WHAT THIS TASK INVOLVES.
Wherever an image appears in the data, omit it and copy all the remaining text word for word.
★ ★ ★
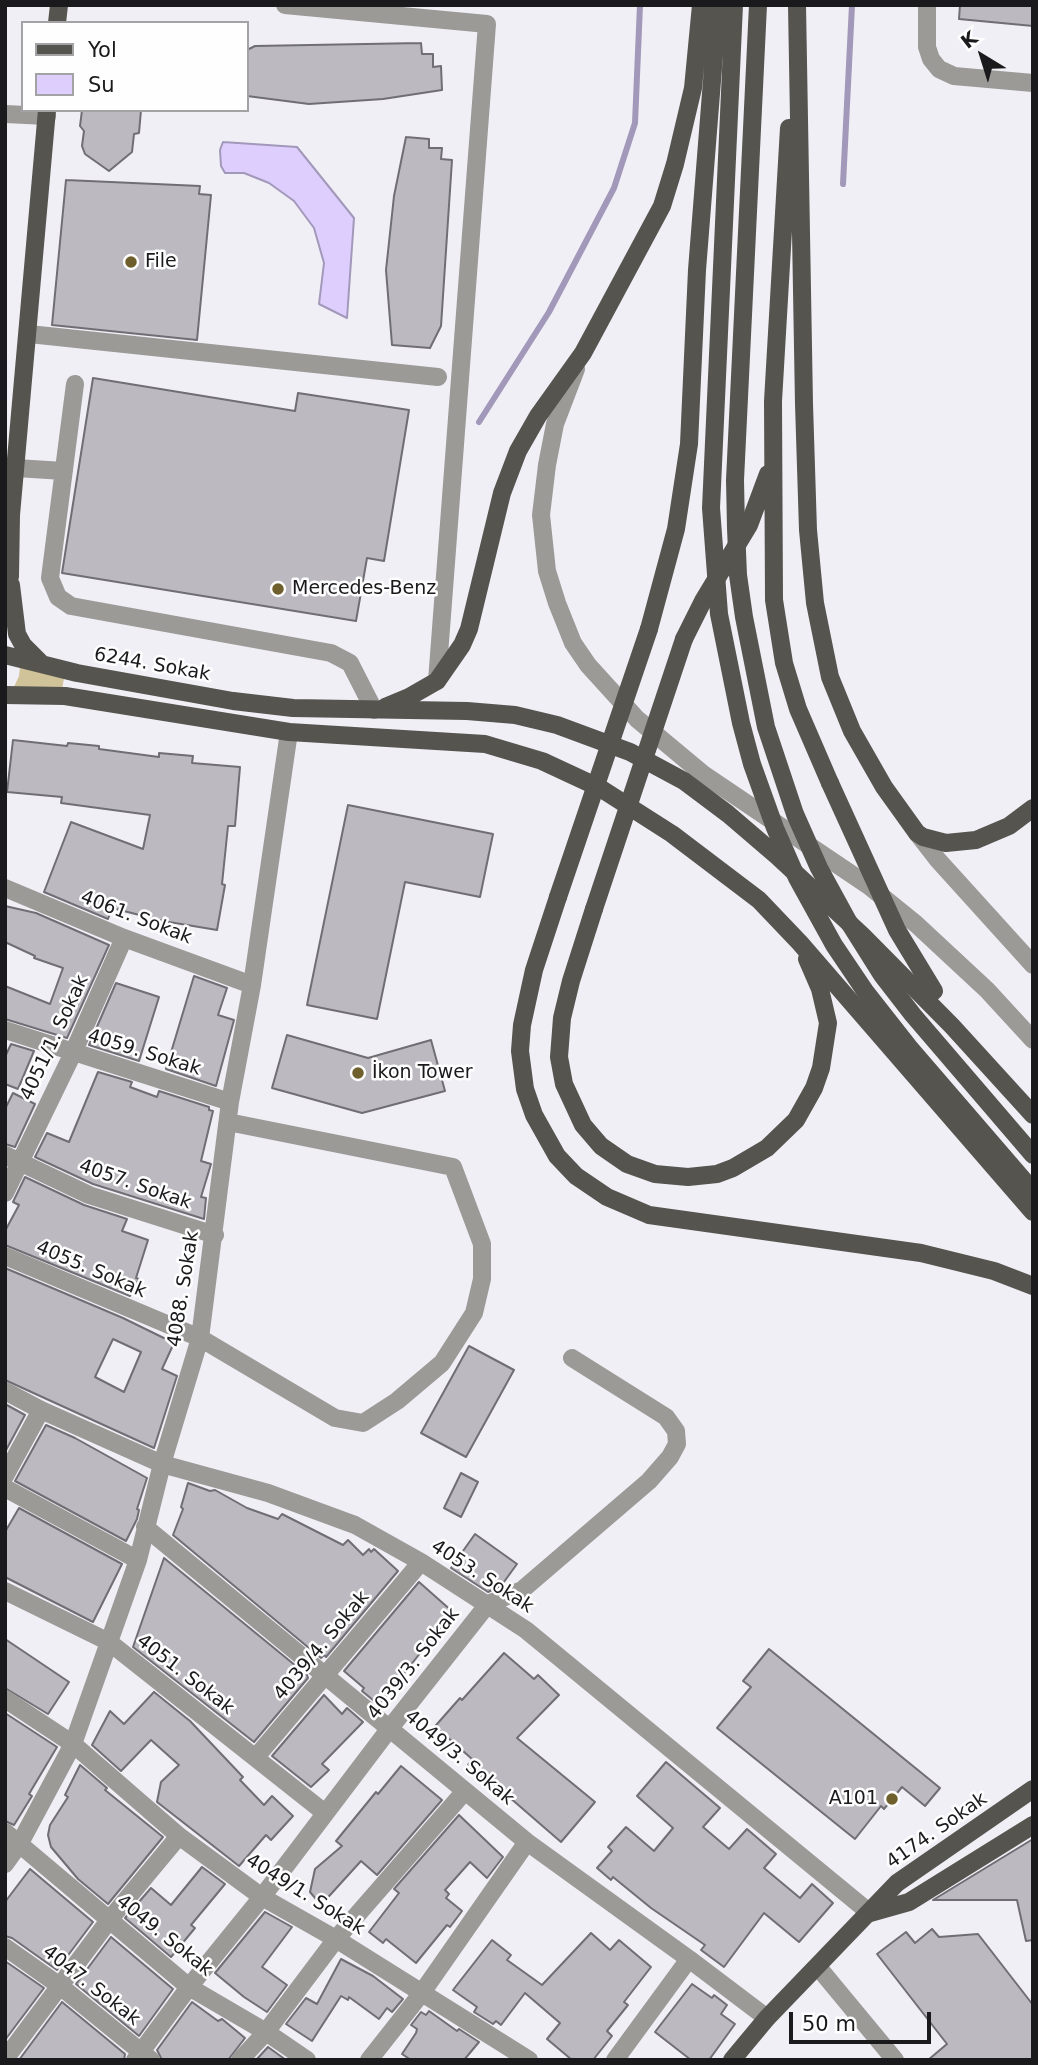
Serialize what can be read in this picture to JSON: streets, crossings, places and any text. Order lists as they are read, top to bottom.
{
  "streets": {
    "main road": ["6244. Sokak", "4174. Sokak"],
    "street": [
      "4061. Sokak",
      "4051/1. Sokak",
      "4059. Sokak",
      "4057. Sokak",
      "4055. Sokak",
      "4088. Sokak",
      "4053. Sokak",
      "4039/4. Sokak",
      "4039/3. Sokak",
      "4051. Sokak",
      "4049/3. Sokak",
      "4049/1. Sokak",
      "4049. Sokak",
      "4047. Sokak"
    ]
  },
  "crossings": [
    ["4061. Sokak", "4051/1. Sokak"],
    ["4061. Sokak", "4088. Sokak"],
    ["4051/1. Sokak", "4059. Sokak"],
    ["4051/1. Sokak", "4057. Sokak"],
    ["4059. Sokak", "4088. Sokak"],
    ["4057. Sokak", "4088. Sokak"],
    ["4055. Sokak", "4088. Sokak"],
    ["4088. Sokak", "4053. Sokak"],
    ["4088. Sokak", "4051. Sokak"],
    ["4088. Sokak", "4049/3. Sokak"],
    ["4088. Sokak", "4049/1. Sokak"],
    ["4088. Sokak", "4049. Sokak"],
    ["4053. Sokak", "4039/4. Sokak"],
    ["4053. Sokak", "4039/3. Sokak"],
    ["4053. Sokak", "4174. Sokak"],
    ["4039/4. Sokak", "4051. Sokak"],
    ["4039/4. Sokak", "4049/3. Sokak"],
    ["4039/3. Sokak", "4051. Sokak"],
    ["4039/3. Sokak", "4049/3. Sokak"],
    ["4039/3. Sokak", "4049/1. Sokak"],
    ["4039/3. Sokak", "4049. Sokak"],
    ["4039/3. Sokak", "4047. Sokak"],
    ["4049/3. Sokak", "4174. Sokak"]
  ],
  "places": [
    "File",
    "Mercedes-Benz",
    "İkon Tower",
    "A101"
  ],
  "legend": ["Yol", "Su"],
  "scale_bar": "50 m",
  "north": "top left"
}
★ ★ ★
COMPLETED EXERCISE.
Serialize what can be read in this picture to JSON: streets, crossings, places and any text. Order lists as they are read, top to bottom.
{
  "streets": {
    "main road": ["6244. Sokak", "4174. Sokak"],
    "street": [
      "4061. Sokak",
      "4051/1. Sokak",
      "4059. Sokak",
      "4057. Sokak",
      "4055. Sokak",
      "4088. Sokak",
      "4053. Sokak",
      "4039/4. Sokak",
      "4039/3. Sokak",
      "4051. Sokak",
      "4049/3. Sokak",
      "4049/1. Sokak",
      "4049. Sokak",
      "4047. Sokak"
    ]
  },
  "crossings": [
    ["4061. Sokak", "4051/1. Sokak"],
    ["4061. Sokak", "4088. Sokak"],
    ["4051/1. Sokak", "4059. Sokak"],
    ["4051/1. Sokak", "4057. Sokak"],
    ["4059. Sokak", "4088. Sokak"],
    ["4057. Sokak", "4088. Sokak"],
    ["4055. Sokak", "4088. Sokak"],
    ["4088. Sokak", "4053. Sokak"],
    ["4088. Sokak", "4051. Sokak"],
    ["4088. Sokak", "4049/3. Sokak"],
    ["4088. Sokak", "4049/1. Sokak"],
    ["4088. Sokak", "4049. Sokak"],
    ["4053. Sokak", "4039/4. Sokak"],
    ["4053. Sokak", "4039/3. Sokak"],
    ["4053. Sokak", "4174. Sokak"],
    ["4039/4. Sokak", "4051. Sokak"],
    ["4039/4. Sokak", "4049/3. Sokak"],
    ["4039/3. Sokak", "4051. Sokak"],
    ["4039/3. Sokak", "4049/3. Sokak"],
    ["4039/3. Sokak", "4049/1. Sokak"],
    ["4039/3. Sokak", "4049. Sokak"],
    ["4039/3. Sokak", "4047. Sokak"],
    ["4049/3. Sokak", "4174. Sokak"]
  ],
  "places": [
    "File",
    "Mercedes-Benz",
    "İkon Tower",
    "A101"
  ],
  "legend": ["Yol", "Su"],
  "scale_bar": "50 m",
  "north": "top left"
}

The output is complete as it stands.